Buntują się też przedstawiciele lokalnych władz z innych części kraju, które znalazły się w strefie pomarańczowej, czyli średniego ryzyka zakażeń.
Szef władz Sycylii Nello Musumeci jako "niesprawiedliwą i nieuzasadnioną" ocenił decyzję o uznaniu wyspy za pomarańczową strefę średniego ryzyka. W wywiadzie prasowym zauważył, że to krok "jednostronny oraz nieuzgodniony" i wyraził przekonanie o potrzebie szanowania autonomii regionów przez rząd w Rzymie.

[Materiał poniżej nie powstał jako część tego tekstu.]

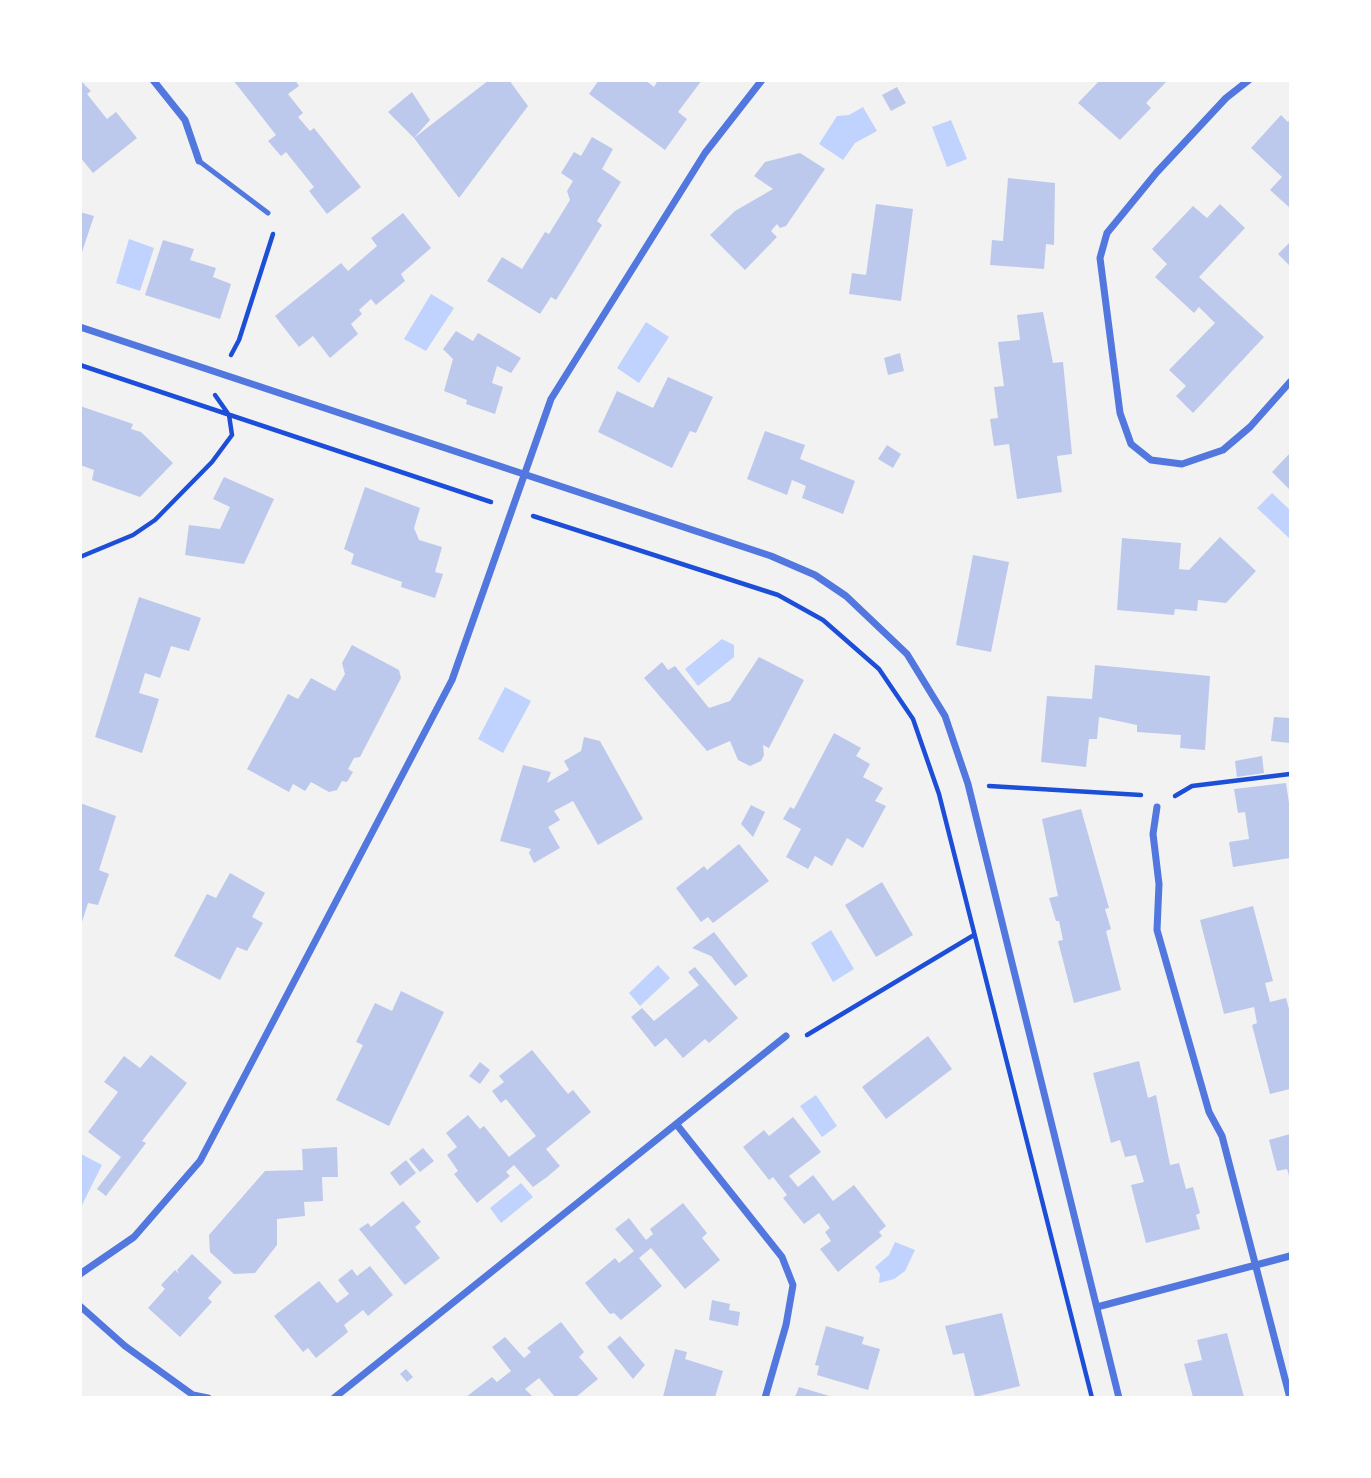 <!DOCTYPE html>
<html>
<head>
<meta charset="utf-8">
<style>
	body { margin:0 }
	#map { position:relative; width:1371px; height:1478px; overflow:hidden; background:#f2f2f2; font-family:"Public Sans",sans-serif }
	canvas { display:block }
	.frame { position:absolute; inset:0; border:82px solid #fff; pointer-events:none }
</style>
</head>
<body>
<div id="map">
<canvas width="1371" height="1478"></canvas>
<div class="frame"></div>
</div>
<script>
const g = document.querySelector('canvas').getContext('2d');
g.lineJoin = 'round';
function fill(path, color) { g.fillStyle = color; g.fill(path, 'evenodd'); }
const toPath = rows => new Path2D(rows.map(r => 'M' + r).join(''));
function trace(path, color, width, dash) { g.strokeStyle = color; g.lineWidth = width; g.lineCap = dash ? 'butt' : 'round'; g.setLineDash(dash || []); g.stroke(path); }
fill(toPath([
	[863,107,877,131,855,143,843,160,819,144,837,116,849,115],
	[951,120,967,159,947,167,932,127],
	[129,239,154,248,140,291,116,283],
	[431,294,454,308,426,351,404,339],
	[646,322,669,337,639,383,617,368],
	[1272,493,1290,510,1289,538,1257,508],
	[722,639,734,645,734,657,698,686,685,669],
	[505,687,531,701,503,753,478,739],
	[831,930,854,969,833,982,811,943],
	[658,965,670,978,640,1006,629,993],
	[816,1095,837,1126,822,1137,800,1106],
	[81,1154,102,1165,81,1207],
	[521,1183,533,1197,501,1223,490,1208],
	[895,1242,915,1250,905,1271,894,1279,879,1283,880,1274,875,1267,889,1255]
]), '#bfd3fe');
fill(toPath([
	[80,80,91,91,87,94,107,119,116,112,137,138,93,173,80,157],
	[233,80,295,80,299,86,288,94,303,113,298,117,310,131,314,128,361,187,327,214,309,191,314,187,286,152,281,156,268,141,276,135],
	[489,80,509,80,528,106,459,198,414,138,388,112,412,92,430,120,414,138],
	[599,80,645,80,654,87,658,80,702,80,678,112,687,119,665,150,589,94],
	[1100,80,1168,80,1146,103,1151,108,1120,140,1078,103],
	[897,87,906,103,891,111,882,95],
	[1281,115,1288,122,1290,119,1290,208,1270,190,1282,177,1251,148],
	[592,137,613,149,602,169,621,182,597,221,602,225,571,276,556,300,551,297,540,314,487,281,502,257,522,269,545,232,549,234,570,200,567,191,573,181,561,173,574,152,581,156],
	[800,153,825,169,786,226,780,228,777,224,771,231,777,237,745,270,710,235,735,211,773,189,754,176,765,162],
	[1008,178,1055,183,1054,245,1046,244,1044,269,990,265,992,240,1003,241],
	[876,204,913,209,901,301,849,294,852,273,866,275],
	[1220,204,1245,228,1199,277,1264,337,1193,413,1176,396,1186,386,1169,370,1215,323,1199,307,1194,313,1155,277,1167,264,1152,249,1193,206,1207,218],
	[80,212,94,216,81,255,80,255],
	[403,213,431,248,401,274,405,281,376,305,371,299,359,310,362,314,351,324,358,334,330,358,313,336,299,347,275,316,341,263,348,271,377,246,371,238],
	[163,240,194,249,190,260,216,268,213,277,231,284,220,319,145,295],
	[1290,242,1290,266,1278,254],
	[1043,312,1053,363,1063,362,1072,454,1057,456,1062,492,1017,499,1009,444,994,446,990,419,998,418,994,387,1004,386,998,342,1020,340,1017,315],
	[456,331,473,341,478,333,521,358,511,373,497,366,492,383,503,387,495,414,466,404,467,400,444,391,453,359,443,349],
	[900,353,904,371,888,375,884,358],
	[668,377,713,397,696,433,690,431,672,468,598,432,617,391,653,408],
	[80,406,133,424,131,429,141,432,173,463,140,497,92,480,94,470,80,465],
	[765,431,805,445,800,459,855,481,843,514,802,498,806,486,792,480,787,495,747,479],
	[887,445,901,454,893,468,878,459],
	[1290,453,1290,490,1272,472],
	[224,477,274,499,244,564,185,555,189,525,220,529,230,507,213,499],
	[365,487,420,508,414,528,419,540,442,547,435,572,443,574,435,598,401,587,402,582,351,564,354,554,344,549],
	[1220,537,1256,571,1226,603,1198,600,1197,611,1175,609,1174,615,1117,610,1122,538,1181,543,1179,569,1189,570],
	[973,555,1009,562,991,652,956,645],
	[139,597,201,618,189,651,171,646,160,678,145,673,139,693,159,699,142,753,95,737],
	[352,645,399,670,401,678,360,757,354,758,348,769,353,772,347,782,342,781,337,790,329,792,311,782,305,791,293,784,289,792,247,769,288,694,298,699,311,678,335,691,345,674,342,663],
	[759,657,804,680,769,748,763,745,764,755,761,761,750,766,738,760,730,741,707,751,644,678,662,662,668,670,675,666,709,708,730,701],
	[1095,665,1210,676,1205,750,1180,748,1181,735,1137,732,1137,725,1099,717,1097,739,1089,739,1086,767,1041,762,1047,696,1092,699],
	[1274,717,1290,718,1290,743,1271,741],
	[834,733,861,748,856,756,870,764,863,777,883,788,875,801,886,806,863,848,847,838,832,866,815,856,808,869,786,857,801,829,783,819,790,807,794,809],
	[584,737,600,741,643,819,598,845,573,801,554,811,560,820,548,827,560,848,534,863,529,853,531,849,500,841,523,765,551,772,547,783,569,770,564,761,581,751],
	[1262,756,1264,773,1237,777,1235,761],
	[1286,783,1290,810,1290,858,1233,867,1229,842,1249,839,1245,812,1238,813,1234,789],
	[80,803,116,816,99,870,109,874,98,905,88,903,81,925],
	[751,805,765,812,753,837,741,824],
	[1081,809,1109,908,1105,909,1111,929,1106,931,1121,990,1074,1003,1058,941,1063,940,1059,921,1056,921,1049,898,1058,896,1042,819],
	[739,844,769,881,713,923,708,917,701,922,676,888,704,866,707,870],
	[230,873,265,893,252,917,263,923,247,951,237,947,220,980,174,956,207,894,216,898],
	[882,882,913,935,876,957,845,905],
	[1253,906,1273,981,1265,983,1270,1002,1286,998,1290,1013,1290,1089,1270,1094,1252,1025,1257,1023,1254,1007,1224,1014,1200,920],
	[714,932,748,976,735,986,711,956,692,948],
	[695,967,738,1018,709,1043,705,1039,683,1058,666,1038,655,1047,631,1017,642,1008,654,1021,699,985,688,972],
	[401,991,444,1012,389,1126,336,1100,363,1045,356,1042,375,1003,392,1011],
	[928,1036,952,1069,886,1119,862,1087],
	[532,1050,568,1094,573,1090,591,1112,546,1149,560,1166,547,1177,533,1187,514,1165,506,1172,510,1176,477,1203,454,1174,458,1171,447,1155,457,1147,446,1133,468,1115,480,1129,484,1126,509,1157,536,1136,506,1099,501,1103,492,1091,504,1082,499,1076],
	[151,1055,187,1083,142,1141,146,1143,106,1196,97,1189,121,1157,88,1132,118,1092,104,1082,124,1056,140,1068],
	[1139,1061,1148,1098,1156,1095,1170,1165,1179,1163,1186,1189,1193,1187,1200,1213,1196,1215,1200,1229,1146,1243,1131,1185,1144,1182,1136,1155,1125,1157,1120,1140,1111,1143,1093,1073],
	[480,1062,490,1070,480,1084,469,1076],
	[793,1117,821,1152,789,1176,798,1187,813,1175,833,1201,854,1185,886,1226,879,1232,882,1236,838,1272,820,1249,831,1241,825,1232,830,1228,819,1213,804,1224,783,1198,787,1195,773,1177,769,1180,743,1147,764,1130,769,1136],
	[1290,1134,1290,1179,1287,1169,1277,1171,1269,1140],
	[337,1147,338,1177,322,1177,323,1201,304,1202,305,1216,277,1219,277,1245,255,1273,234,1274,210,1252,209,1235,265,1171,303,1170,302,1149],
	[423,1148,434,1161,420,1172,409,1159],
	[406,1160,416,1173,400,1186,390,1173],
	[403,1201,421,1222,415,1227,440,1258,405,1285,359,1229,368,1223,371,1227],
	[683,1203,707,1233,702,1238,720,1260,685,1289,651,1248,639,1258,662,1286,621,1320,614,1313,610,1314,585,1283,615,1258,619,1263,634,1251,615,1229,629,1218,646,1240,653,1234,650,1229],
	[192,1254,222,1282,208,1298,212,1302,180,1337,148,1308,165,1289,161,1285,175,1270,179,1274,177,1270],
	[370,1266,393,1295,368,1316,363,1310,344,1325,348,1332,316,1358,308,1348,303,1352,274,1316,319,1281,337,1303,349,1294,338,1280,352,1269,357,1276],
	[712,1300,730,1304,729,1310,740,1312,738,1326,709,1320],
	[1002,1313,1020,1386,975,1397,964,1353,953,1355,945,1326],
	[561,1322,584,1352,579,1357,598,1379,576,1397,555,1397,539,1378,525,1389,533,1397,466,1397,492,1377,497,1382,511,1371,492,1347,505,1337,524,1358,531,1352,527,1348],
	[826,1326,864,1337,862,1344,880,1349,868,1390,817,1375,819,1366,815,1365],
	[1227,1333,1244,1397,1193,1397,1184,1364,1202,1360,1197,1340],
	[620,1336,645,1365,633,1379,607,1347],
	[675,1349,687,1352,685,1359,723,1371,715,1397,663,1397],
	[406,1369,413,1377,407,1382,400,1374],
	[799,1387,833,1397,795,1397]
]), '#bdc9ec');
trace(toPath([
	[231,355,239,340,273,234],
	[80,365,491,502],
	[533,516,778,595,823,620,879,669,913,719,939,794,1092,1398],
	[80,557,133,535,155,520,212,462,232,435,229,415,215,395],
	[989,786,1141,795],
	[1175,796,1192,786,1290,774],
	[807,1035,974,935]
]), '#1d4ed8', 4.5);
trace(toPath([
	[199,161,268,213]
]), '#5277de', 5);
trace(toPath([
	[153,80,185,120,199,161],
	[1249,80,1226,98,1157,172,1107,233,1100,258,1120,413,1131,444,1151,460,1182,464,1223,450,1250,427,1290,382],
	[80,327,771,556,815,575,846,596,907,654,945,716,968,784,1119,1398],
	[1157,807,1153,834,1159,884,1157,930,1209,1112,1222,1136,1290,1398],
	[677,1125,782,1257,793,1285,786,1325,765,1398],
	[80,1274,134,1237,200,1161,452,680,551,399,705,153,762,80],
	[80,1306,125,1346,193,1395,208,1398],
	[1097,1307,1290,1256],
	[334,1398,786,1036]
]), '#5277de', 7);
</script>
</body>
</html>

Dodał, że znacznie gorsza sytuacja panuje w Kampanii, uznanej za żółtą strefę najniższego ryzyka.
Z kolei przeciwko tej decyzji protestuje burmistrz stolicy Kampanii, Neapolu Luigi de Magistris. - Neapolitańskie szpitale są na skraju upadku, miejsca w karetkach są wykorzystywane jako łóżka szpitalne, samochody stoją w kolejkach - powiedział. Dodał, że wielu ludziom grozi śmierć, ponieważ nie doczekają się natychmiastowej pomocy. - Jesteśmy zmartwieni i zaniepokojeni decyzją rządu - oświadczył burmistrz Neapolu.